Il y a quinze ans, cette enquête épidémiologique sur les troubles psychiatriques en milieu carcéral comptabilisait 8 hommes et 7 femmes sur 10 présentant au moins un trouble psychiatrique et 25 % un trouble psychotique (la schizophrénie par exemple).

Généraliser la télémédecine

Afin d’améliorer l’accès aux soins, qui reste disparate et insuffisant malgré la loi « Santé-Justice » du 18 janvier 1994, le gouvernement a dégagé trois mesures principales.

Il souhaite généraliser la télémédecine​, comme c’est déjà le cas hors détention, dans l’ensemble des unités sanitaires en milieu pénitentiaire (USMP) d’ici 2022, en particulier pour les consultations de dermatologie, d’ophtalmologie ou de pré-anesthésie. Ce système doit permettre d’éviter les extractions médicales et de prévenir tout retard de prise en charge.

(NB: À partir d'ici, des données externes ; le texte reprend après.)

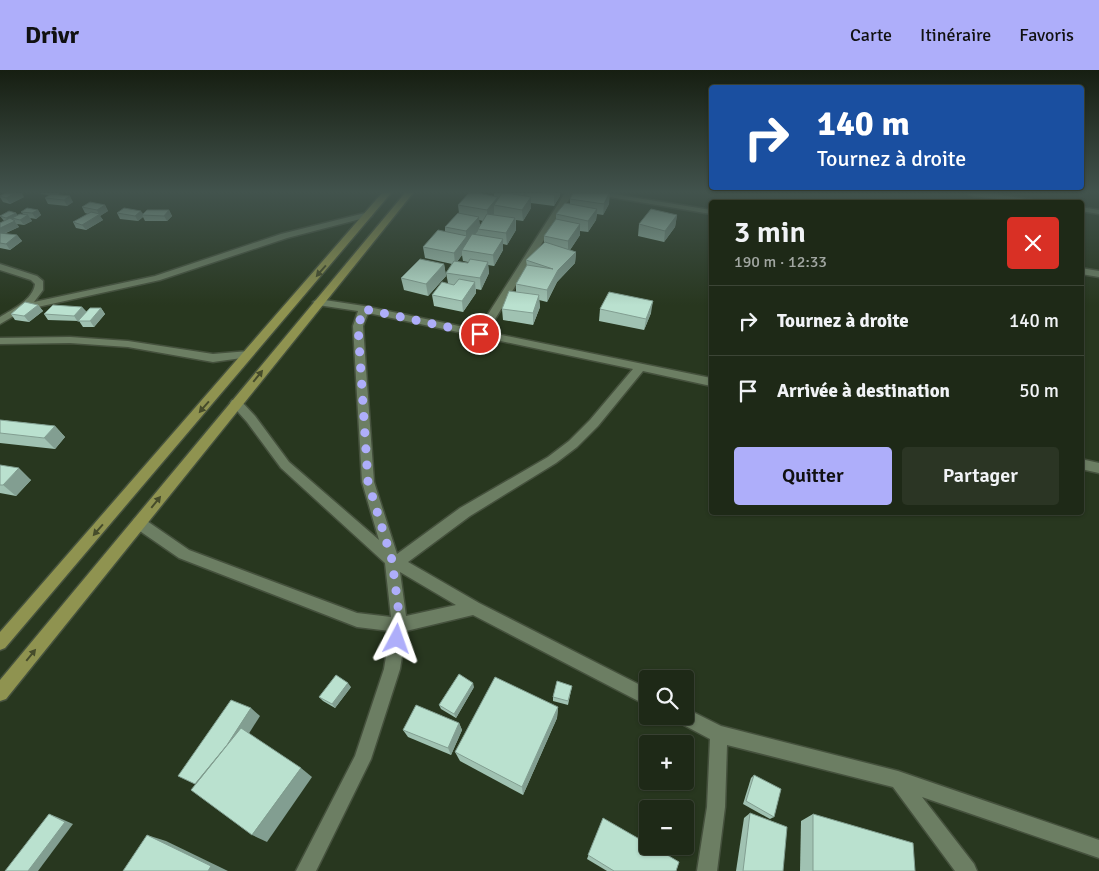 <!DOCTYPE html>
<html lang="fr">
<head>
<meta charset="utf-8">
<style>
  body { margin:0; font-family:Signika,sans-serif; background:#2b3524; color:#f1f3f6; height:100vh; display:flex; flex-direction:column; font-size:19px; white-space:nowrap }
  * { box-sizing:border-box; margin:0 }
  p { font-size:16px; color:#a1a6a1 }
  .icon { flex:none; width:28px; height:28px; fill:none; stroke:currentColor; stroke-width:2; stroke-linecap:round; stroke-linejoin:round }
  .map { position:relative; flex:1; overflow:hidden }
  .drawer { position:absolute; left:709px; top:130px; width:375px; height:315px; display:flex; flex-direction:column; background:#1e2917; border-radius:5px; box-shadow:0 1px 4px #0004,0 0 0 1px #3c4536 }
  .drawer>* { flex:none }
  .top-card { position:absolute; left:709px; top:15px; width:375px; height:105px; border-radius:5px; box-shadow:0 1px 4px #0004,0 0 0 1px #3c4536; background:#1a4fa0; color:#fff; overflow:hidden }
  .controls { position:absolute; left:639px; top:600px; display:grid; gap:10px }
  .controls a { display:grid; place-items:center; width:55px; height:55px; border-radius:5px; background:#1e2917; box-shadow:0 1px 4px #0004,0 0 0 1px #3c4536; font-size:25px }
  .pin { position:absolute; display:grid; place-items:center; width:42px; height:42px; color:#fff; margin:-21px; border:2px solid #fff; border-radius:50%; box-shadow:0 1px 5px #0007 }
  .me { position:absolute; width:55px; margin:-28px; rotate:4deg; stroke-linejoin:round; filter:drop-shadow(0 0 4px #0008) }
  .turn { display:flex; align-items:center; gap:18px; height:105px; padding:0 25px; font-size:22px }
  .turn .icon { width:65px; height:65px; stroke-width:2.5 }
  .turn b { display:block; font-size:35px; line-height:42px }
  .round { display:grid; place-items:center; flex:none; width:52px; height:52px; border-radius:5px; background:#2b3524 }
  .headline { display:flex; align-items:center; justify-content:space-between; height:85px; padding:0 25px }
  h1 { font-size:30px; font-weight:600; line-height:38px }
  .button { display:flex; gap:10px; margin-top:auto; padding:10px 25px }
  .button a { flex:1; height:58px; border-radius:5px; background:#aeaefa; color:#111; font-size:20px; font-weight:600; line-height:58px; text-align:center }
  .button a+a { background:#2b3524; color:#f1f3f6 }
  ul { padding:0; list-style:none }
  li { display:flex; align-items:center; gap:15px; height:70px; padding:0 25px; border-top:1px solid #3c4536 }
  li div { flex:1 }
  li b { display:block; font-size:19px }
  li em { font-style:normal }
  header { display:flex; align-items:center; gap:30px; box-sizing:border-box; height:70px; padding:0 25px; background:#aeaefa; color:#111 }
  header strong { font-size:24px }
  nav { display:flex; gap:28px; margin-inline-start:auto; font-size:18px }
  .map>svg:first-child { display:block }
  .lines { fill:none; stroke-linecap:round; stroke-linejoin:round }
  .minor-casing { stroke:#45513d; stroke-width:3 }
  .major-casing { stroke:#45513d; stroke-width:3 }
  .minor { fill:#6c7e63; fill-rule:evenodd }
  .major { fill:#8f9350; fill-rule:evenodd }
  .wall { fill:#a0c2b2; fill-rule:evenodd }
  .shaded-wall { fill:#829e91 }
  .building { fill:#bae1cf; stroke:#829e91 }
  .oneway { fill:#464c2b }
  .route { stroke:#aeaefa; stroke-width:9; stroke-dasharray:0 16.2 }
</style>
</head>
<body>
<header>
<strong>Drivr</strong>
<nav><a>Carte</a><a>Itinéraire</a><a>Favoris</a></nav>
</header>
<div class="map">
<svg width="1099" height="801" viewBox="0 0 1099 801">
  <rect width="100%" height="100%" fill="#28371f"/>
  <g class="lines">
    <!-- minor casing -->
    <g class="minor-casing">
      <g id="minor">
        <path d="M565,123H573L487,262L711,308V316L643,301L598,356L577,377L556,393L470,446L408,492L479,533L648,619V636L473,545L406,561L400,599L371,689L316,801H296L355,686L384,599L390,561L357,557L179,488L134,457L132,453L134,449L139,447L144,449L189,480L357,543L391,547L385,493L281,398L247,352L230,333L232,330H240L255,346L289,392L379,470L362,412L353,256L358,241L318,235L313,232L318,229L364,236L478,260ZM368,243L633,299L590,350L569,371L548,387L460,438L397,484L374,412L363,256ZM400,502L456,535L406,546Z"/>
        <path d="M586,123H607L711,140V144Z"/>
        <path d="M986,123L1033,130L1037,132H1019L973,126L969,124Z"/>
        <path d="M1081,137L1099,140V144L1081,141Z"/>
        <path d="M369,142H372V146L287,168L160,210L24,240L0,254V247C13,239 33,230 35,214L31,210L0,200V194L37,206L43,211V220L34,232L155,206L281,164Z"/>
        <path d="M1081,198L1099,201V207L1081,204Z"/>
        <path d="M70,267L128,271L213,284L249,281L254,284L249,287L213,292L128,277L70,273L0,274V268Z"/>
        <path d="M1081,389L1099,393V403L1081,399Z"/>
        <path d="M685,638L721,656L898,701L1099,770V788L922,727L974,794L977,801H955L893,717L727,675L725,737L717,801H697L707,737L710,669L678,652L676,646H685Z"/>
      </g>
    </g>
    <!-- major casing -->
    <g class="major-casing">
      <g id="major">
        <path d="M382,123H391L5,578L0,580V562Z"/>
        <path d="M405,123H413L6,629L0,631V610Z"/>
      </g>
    </g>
    <!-- minor -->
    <use href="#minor" class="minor"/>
    <!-- major -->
    <use href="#major" class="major"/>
  </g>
  <!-- wall -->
  <g class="wall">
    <path d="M40,123H59L57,125L73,132L67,136L48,134L45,128L49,125L41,124Z"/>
    <path d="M494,123H560V126L554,136L531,133V138L523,151L516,150V160L507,175L503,174V180L494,196L488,195L489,203L481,220L476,219V223L463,242L434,236L432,225L448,213L446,203L452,194L425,188L423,177L445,161V157L459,143L458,135L494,126ZM479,150L483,151L480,156ZM462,185L463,191L468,192V193L457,192Z"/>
    <path d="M0,126L24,127L10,134L3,132L0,127Z"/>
    <path d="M570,129L609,134L603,145L597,144L596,150L588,162L580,161V165L570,180L576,182L575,193L557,212L547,232L539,230L540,237L533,255L503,250L502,239L516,222V214L527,196L526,190L544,174V166L556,150V144L570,134Z"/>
    <path d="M105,135L108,141L100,146L103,150L86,160L76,158L73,152L88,144L85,143L82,137Z"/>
    <path d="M38,140L41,145L36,149L30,148L32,151L24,155L17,154L19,157L4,164L17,165L22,171L10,180L0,178V153L4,151L0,146L16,143L17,145L23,144L21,142Z"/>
    <path d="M169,140L172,146L167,151H145L143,147L138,151L120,149L117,143L143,144Z"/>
    <path d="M677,145L675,157L664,172L638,166L639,154Z"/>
    <path d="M444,194L446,206L428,226L404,220L401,208Z"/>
    <path d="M38,235L43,241L29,252L15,250L11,244Z"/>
    <path d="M82,237L86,242L101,238L105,244L94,257H83L79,251L48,250L44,244Z"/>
    <path d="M600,239L651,243L644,260L599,251Z"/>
    <path d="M0,350L55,356L65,367L55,379L0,373Z"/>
    <path d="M0,395L31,410L16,426L0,423Z"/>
    <path d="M572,616L568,635L553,631V627Z"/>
    <path d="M351,617L335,638L323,631L319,627Z"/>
    <path d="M474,617L456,648L441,639L439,635Z"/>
    <path d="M558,637L557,648L523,725L460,691L455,682Z"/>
    <path d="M459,653L462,660L451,685L408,667L403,660Z"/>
    <path d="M754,705L774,747L770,749L743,734L751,708Z"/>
    <path d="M750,743L783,801H736L744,748Z"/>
    <path d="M813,744L915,801H800L801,751Z"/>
    <path d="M603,748L676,801H607L587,789Z"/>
  </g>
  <!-- shaded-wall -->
  <g class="shaded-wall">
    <path d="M16,123H22L24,127L10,134L6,128Z"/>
    <path d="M523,123H526L527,127L523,133Z"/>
    <path d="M555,123H560V126L554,136V125Z"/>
    <path d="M610,123L609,134L603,145L604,134Z"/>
    <path d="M70,126L73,132L67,136L64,130Z"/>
    <path d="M498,127L499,136L494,135V144L488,152L487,140Z"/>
    <path d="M531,127V138L523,151L522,140Z"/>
    <path d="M105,135L108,141L100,146L103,150L86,160L82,155L99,145L97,140Z"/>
    <path d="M597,139L596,150L588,162V151Z"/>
    <path d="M38,140L41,145L36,149L32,143Z"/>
    <path d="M169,140L172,146L167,151L164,146Z"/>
    <path d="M141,141L144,145H142L143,147L138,151L135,146Z"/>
    <path d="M16,143L20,148H12L19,157L0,165V158L10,153L6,148Z"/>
    <path d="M28,145L32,151L24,155L20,150Z"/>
    <path d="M677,145L675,157L664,172L665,161Z"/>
    <path d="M479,147L480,158L478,159V161L462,180V185L455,194L454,183L466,167V161Z"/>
    <path d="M515,148L516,160L507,175L506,163Z"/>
    <path d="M580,154V165L568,183V171Z"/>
    <path d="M17,165L22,171L10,180L6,174Z"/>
    <path d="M503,169V180L494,196L493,185Z"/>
    <path d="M576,182L575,193L557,212L547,232V220L558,200Z"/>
    <path d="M488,192L489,203L481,220L480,208Z"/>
    <path d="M444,194L446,206L428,226L426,214Z"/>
    <path d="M475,212L476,223L463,242L462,231Z"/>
    <path d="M539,225L540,237L533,255V243Z"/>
    <path d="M653,231L651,243L644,260L646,249Z"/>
    <path d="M38,235L43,241L29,252L24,246Z"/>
    <path d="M82,237L87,242L78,252L74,246Z"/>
    <path d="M101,238L105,244L94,257L90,251Z"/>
    <path d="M55,356L65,367L55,379L44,368Z"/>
    <path d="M19,398L31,410L16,426L3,415Z"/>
    <path d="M348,613L351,617L335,638L332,634Z"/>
    <path d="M473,613L474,617L456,648L454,644Z"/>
    <path d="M558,637L557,648L523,725L522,717Z"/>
    <path d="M251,638L260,646L212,722L200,716Z"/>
    <path d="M459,653L462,660L451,685L448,678Z"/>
    <path d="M301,698L312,707L267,772L252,765Z"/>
    <path d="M49,744L57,747L73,754L38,801H28Z"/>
    <path d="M147,765L166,771L228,801H208Z"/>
  </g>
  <!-- building -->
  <g class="building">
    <path d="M5,123H16L6,128L0,126Z"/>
    <path d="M469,123H478L498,127L487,140L458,135Z"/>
    <path d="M502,123H507L531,127L522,140L494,135Z"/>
    <path d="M543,123H555L554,125Z"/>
    <path d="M573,123H609L604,134L570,129Z"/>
    <path d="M51,124L70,126L64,130L45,128Z"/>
    <path d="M90,132L105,135L97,140L82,137Z"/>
    <path d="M565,133L597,139L588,151L556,144Z"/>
    <path d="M27,138L38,140L32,143L21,142Z"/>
    <path d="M124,138L141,141L135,146L117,143Z"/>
    <path d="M651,139L677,145L665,161L639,154Z"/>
    <path d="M147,140H169L164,146L142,145Z"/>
    <path d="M9,141L16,143L6,148L0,146Z"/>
    <path d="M91,142L100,144L82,155L73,152Z"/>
    <path d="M458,143L479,147L466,161L445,157Z"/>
    <path d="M20,144L28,145L20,150L12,148Z"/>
    <path d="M487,144L515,148L506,163L478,159Z"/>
    <path d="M10,148L15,151L0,158V153Z"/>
    <path d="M556,149L580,154L568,171L544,166Z"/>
    <path d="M438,160L467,166L454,183L423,177Z"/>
    <path d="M0,163L17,165L6,174L0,173Z"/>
    <path d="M472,164L503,169L493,185L462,180Z"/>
    <path d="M545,172L576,182L558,200L547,220L516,214L527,195L553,199L526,190Z"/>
    <path d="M420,189L444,194L426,214L401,208Z"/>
    <path d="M470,189L488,192L480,208L446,203L454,191L468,193Z"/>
    <path d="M459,209L475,212L462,231L432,225L442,212L454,215Z"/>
    <path d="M509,221L539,225L533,243L502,239Z"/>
    <path d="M609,222L653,231L646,249L600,239Z"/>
    <path d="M25,232L38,235L24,246L11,244Z"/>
    <path d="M53,235L82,237L74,246L44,244Z"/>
    <path d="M90,238H101L90,251H78Z"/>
    <path d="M0,350L55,356L44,368L0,363Z"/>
    <path d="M0,395L19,398L3,415H0Z"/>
    <path d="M459,604L473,613L454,644L439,635Z"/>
    <path d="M336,605L348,613L332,634L319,627Z"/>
    <path d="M495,607L558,637L522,717L455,682Z"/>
    <path d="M557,611L572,616L568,631L553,627Z"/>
    <path d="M231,630L251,638L227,675L195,714L178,706Z"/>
    <path d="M416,635L459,653L448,678L403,660Z"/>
    <path d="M241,658L301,698L252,765L191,720Z"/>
    <path d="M754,705L781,719L774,747L746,731Z"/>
    <path d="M750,743L787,757L783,801H743Z"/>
    <path d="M49,744L65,752L28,801H5Z"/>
    <path d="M813,744L913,773L915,801H813Z"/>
    <path d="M603,748L648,774V776H652L679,792L676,801H614L588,785Z"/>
    <path d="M147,765L211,796L208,801H123Z"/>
  </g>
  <!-- one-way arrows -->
  <defs><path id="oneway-solid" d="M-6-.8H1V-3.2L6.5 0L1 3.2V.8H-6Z" transform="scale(1.25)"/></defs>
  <g class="oneway">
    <use href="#oneway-solid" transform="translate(321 201) rotate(131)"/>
    <use href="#oneway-solid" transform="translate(258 306) rotate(-51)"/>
    <use href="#oneway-solid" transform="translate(204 337) rotate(131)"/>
    <use href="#oneway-solid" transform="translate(156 432) rotate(-51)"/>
    <use href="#oneway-solid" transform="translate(98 460) rotate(131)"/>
    <use href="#oneway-solid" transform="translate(31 585) rotate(-51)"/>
  </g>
  <!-- sky -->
  <linearGradient id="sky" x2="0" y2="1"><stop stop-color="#161e11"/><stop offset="0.52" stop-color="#42534d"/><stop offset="1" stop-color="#42534d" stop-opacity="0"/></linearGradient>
  <rect width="1099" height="235" fill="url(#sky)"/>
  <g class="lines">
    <!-- route -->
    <path class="route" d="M397,569L399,554L398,536L392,490L368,412L358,256L364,239L480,264"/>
  </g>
</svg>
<div class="controls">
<a><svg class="icon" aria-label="search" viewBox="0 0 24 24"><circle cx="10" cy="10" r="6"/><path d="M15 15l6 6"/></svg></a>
<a>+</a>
<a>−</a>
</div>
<div class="pin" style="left:480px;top:264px;background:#d93025"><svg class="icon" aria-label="arrive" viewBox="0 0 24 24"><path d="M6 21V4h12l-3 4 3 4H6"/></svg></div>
<svg class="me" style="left:397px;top:569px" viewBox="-20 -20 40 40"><path d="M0-17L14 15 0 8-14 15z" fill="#aeaefa" stroke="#fff" stroke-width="4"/></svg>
<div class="top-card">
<div class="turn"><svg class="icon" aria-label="right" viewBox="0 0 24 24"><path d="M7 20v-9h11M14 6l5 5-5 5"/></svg><div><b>140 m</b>Tournez à droite</div></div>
</div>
<section class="drawer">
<div class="headline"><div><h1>3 min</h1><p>190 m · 12:33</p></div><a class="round" style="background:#d93025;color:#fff"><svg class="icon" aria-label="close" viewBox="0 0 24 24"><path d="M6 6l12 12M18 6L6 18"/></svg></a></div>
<ul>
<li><svg class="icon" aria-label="right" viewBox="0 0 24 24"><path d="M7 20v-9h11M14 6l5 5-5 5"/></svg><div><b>Tournez à droite</b></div><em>140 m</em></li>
<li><svg class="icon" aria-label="arrive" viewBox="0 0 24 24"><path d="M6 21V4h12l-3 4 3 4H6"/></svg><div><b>Arrivée à destination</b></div><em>50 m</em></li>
</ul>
<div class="button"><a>Quitter</a><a>Partager</a></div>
</section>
</div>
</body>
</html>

Des internes en médecine en stage dans les prisons ?

Des stages en milieu pénitentiaire pour les internes en médecine seront aussi proposés sur l’ensemble du territoire. Les autorités espèrent ainsi pallier les difficultés de recrutement de professionnels de santé, encore plus importantes en prison qu’ailleurs. Un récent rapport parlementaire relevait que 22 % des postes de médecins psychiatres n’étaient pas pourvus en 2016.

Les ministères ont également rappelé leur engagement d’ouvrir de nouvelles places dans des unités d’hospitalisation spécialement aménagées (UHSA), ces institutions psychiatriques sécurisées où sont pris en charge des détenus sous le régime de l’hospitalisation complète. Il y a actuellement 9 UHSA, d’une capacité totale de 440 places.